• What the task asks
Determine how many lines of the records include "JSON", and answer with the number alone.

(Saved data entries)
══════

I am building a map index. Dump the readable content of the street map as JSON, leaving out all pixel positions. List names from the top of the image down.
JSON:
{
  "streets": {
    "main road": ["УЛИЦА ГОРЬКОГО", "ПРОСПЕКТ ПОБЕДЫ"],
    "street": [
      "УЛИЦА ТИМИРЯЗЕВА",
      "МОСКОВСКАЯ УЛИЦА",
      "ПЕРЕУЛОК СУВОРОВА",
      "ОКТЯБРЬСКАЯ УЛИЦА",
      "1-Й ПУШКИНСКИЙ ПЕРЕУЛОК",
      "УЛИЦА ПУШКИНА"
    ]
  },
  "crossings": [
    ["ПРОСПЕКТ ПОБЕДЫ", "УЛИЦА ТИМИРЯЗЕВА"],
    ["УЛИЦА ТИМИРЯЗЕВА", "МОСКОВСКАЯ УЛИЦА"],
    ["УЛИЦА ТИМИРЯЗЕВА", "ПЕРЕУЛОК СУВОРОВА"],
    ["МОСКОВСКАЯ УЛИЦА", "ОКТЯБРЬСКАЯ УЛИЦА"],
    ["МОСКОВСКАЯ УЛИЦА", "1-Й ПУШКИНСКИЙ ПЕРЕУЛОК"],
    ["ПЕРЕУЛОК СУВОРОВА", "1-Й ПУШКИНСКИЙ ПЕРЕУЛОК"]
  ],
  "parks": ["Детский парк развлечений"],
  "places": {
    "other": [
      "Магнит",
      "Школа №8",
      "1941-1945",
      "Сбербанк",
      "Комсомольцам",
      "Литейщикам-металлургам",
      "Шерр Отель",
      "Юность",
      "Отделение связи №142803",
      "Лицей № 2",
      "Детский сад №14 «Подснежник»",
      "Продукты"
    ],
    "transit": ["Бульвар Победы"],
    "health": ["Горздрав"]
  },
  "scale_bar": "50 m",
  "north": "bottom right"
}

══════

• Solved problem
2